Task prompt:
From the first line to the last, repeat the records exactly and skip the pictures.

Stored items
☆ ☆ ☆
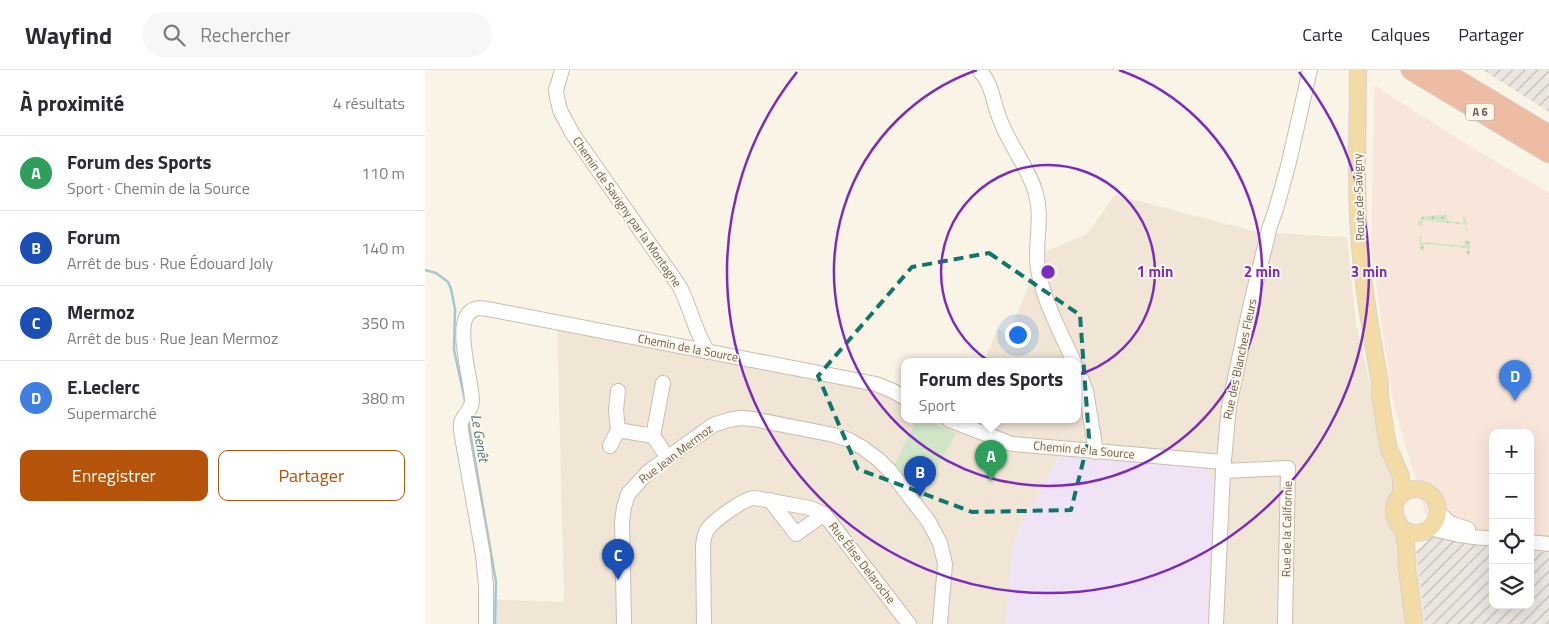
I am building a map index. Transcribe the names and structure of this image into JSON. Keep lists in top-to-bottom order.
{
  "streets": {
    "highway": ["A 6"],
    "main road": ["Route de Savigny"],
    "street": [
      "Chemin de Savigny par la Montagne",
      "Chemin de la Source",
      "Rue des Blanches Fleurs",
      "Rue Jean Mermoz",
      "Rue de la Californie",
      "Rue Élise Delaroche"
    ]
  },
  "crossings": [
    ["Chemin de Savigny par la Montagne", "Chemin de la Source"],
    ["Chemin de la Source", "Rue des Blanches Fleurs"],
    ["Chemin de la Source", "Rue de la Californie"],
    ["Rue des Blanches Fleurs", "Rue de la Californie"]
  ],
  "water": ["Le Genêt"],
  "page": {
    "header": "Wayfind",
    "search": "Rechercher",
    "nav": ["Carte", "Calques", "Partager"],
    "heading": ["À proximité", "4 résultats"],
    "list": [
      {
        "mark": "A",
        "name": "Forum des Sports",
        "note": "Sport · Chemin de la Source",
        "value": "110 m"
      },
      {
        "mark": "B",
        "name": "Forum",
        "note": "Arrêt de bus · Rue Édouard Joly",
        "value": "140 m"
      },
      {
        "mark": "C",
        "name": "Mermoz",
        "note": "Arrêt de bus · Rue Jean Mermoz",
        "value": "350 m"
      },
      {
        "mark": "D",
        "name": "E.Leclerc",
        "note": "Supermarché",
        "value": "380 m"
      }
    ],
    "popup": ["Forum des Sports", "Sport"],
    "pins": [
      "D",
      "A",
      "B",
      "C"
    ],
    "map_buttons": ["+", "−"],
    "buttons": ["Enregistrer", "Partager"]
  },
  "rings": ["1 min", "2 min", "3 min"]
}
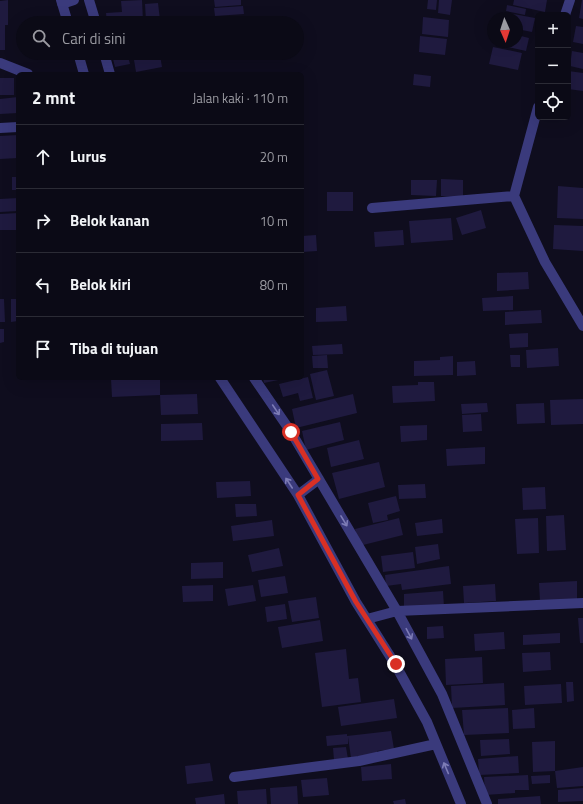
☆ ☆ ☆
Result:
I am building a map index. Transcribe the names and structure of this image into JSON. Keep lists in top-to-bottom order.
{
  "streets": {
    "highway": ["A 6"],
    "main road": ["Route de Savigny"],
    "street": [
      "Chemin de Savigny par la Montagne",
      "Chemin de la Source",
      "Rue des Blanches Fleurs",
      "Rue Jean Mermoz",
      "Rue de la Californie",
      "Rue Élise Delaroche"
    ]
  },
  "crossings": [
    ["Chemin de Savigny par la Montagne", "Chemin de la Source"],
    ["Chemin de la Source", "Rue des Blanches Fleurs"],
    ["Chemin de la Source", "Rue de la Californie"],
    ["Rue des Blanches Fleurs", "Rue de la Californie"]
  ],
  "water": ["Le Genêt"],
  "page": {
    "header": "Wayfind",
    "search": "Rechercher",
    "nav": ["Carte", "Calques", "Partager"],
    "heading": ["À proximité", "4 résultats"],
    "list": [
      {
        "mark": "A",
        "name": "Forum des Sports",
        "note": "Sport · Chemin de la Source",
        "value": "110 m"
      },
      {
        "mark": "B",
        "name": "Forum",
        "note": "Arrêt de bus · Rue Édouard Joly",
        "value": "140 m"
      },
      {
        "mark": "C",
        "name": "Mermoz",
        "note": "Arrêt de bus · Rue Jean Mermoz",
        "value": "350 m"
      },
      {
        "mark": "D",
        "name": "E.Leclerc",
        "note": "Supermarché",
        "value": "380 m"
      }
    ],
    "popup": ["Forum des Sports", "Sport"],
    "pins": [
      "D",
      "A",
      "B",
      "C"
    ],
    "map_buttons": ["+", "−"],
    "buttons": ["Enregistrer", "Partager"]
  },
  "rings": ["1 min", "2 min", "3 min"]
}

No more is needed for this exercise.